Due to the high cost of hand labels, 4370 tiles are not hand-labeled and exported with annotations automatically generated by the Sentinel-1 and Sentinel-2 flood classification algorithms, which can serve as weakly supervised training data. The remaining 446 tiles are manually annotated by trained remote sensing analysts for high-quality model training, validation and testing. The weakly supervised data contain two types of surface water labels. One is produced by the histogram thresholding method based on the Sentinel-1 image; the other is generated by the Normalized Difference Vegetation Index (NDVI), MNDWI and thresholding method based on the Sentinel-2 image. All cloud and cloud shadow pixels were masked and excluded from training and accuracy assessments. Hand labels include all water labels and permanent water labels. For all water labels, analysts exploited Google Earth Engine to correct the automated labels using Sentinel-1 VH band, two false color composites from Sentinel-2 and the reference water classification from Sentinel-2 by removing uncertain areas and adding to the water classification. For the permanent water label, with the help of the JRC (European Commission Joint Research Center) surface water data set, Bonafilia et al. [5] labeled the pixels that were detected as water at both the beginning (1984) and end (2018) of the dataset as permanent water pixels. The pixels never observed as water during this period are treated as non-water pixels. The remaining pixels are masked. Examples of water label are visualized in Figure 3.
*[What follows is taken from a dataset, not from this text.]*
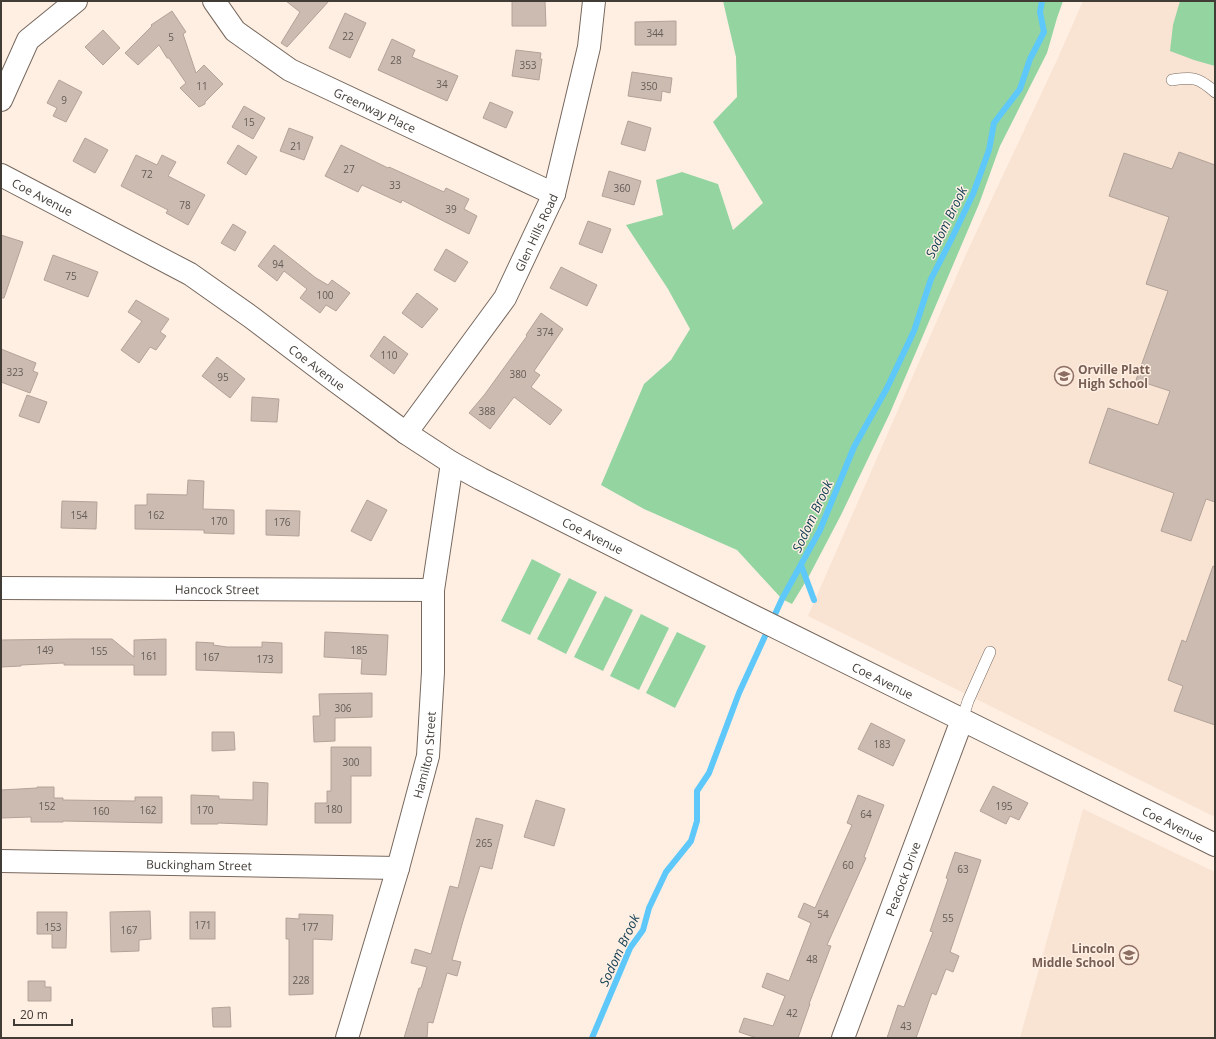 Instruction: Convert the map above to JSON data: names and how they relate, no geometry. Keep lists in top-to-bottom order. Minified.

Like most existing studies [42], the Sen1Floods11 dataset shows the highly imbalanced distribution between flooded and unflooded area. As shown in Table 1, for all water, water pixels account for only

9.16 %

, and non-water pixels account for

77.22 %

, which is about eight times the number of surface water pixels. The percentages of water pixels and non-water pixels in permanent waters are

3.06 %

and

96.94 %

, respectively, and the number of non-water pixels is about 32 times that of non-water pixels.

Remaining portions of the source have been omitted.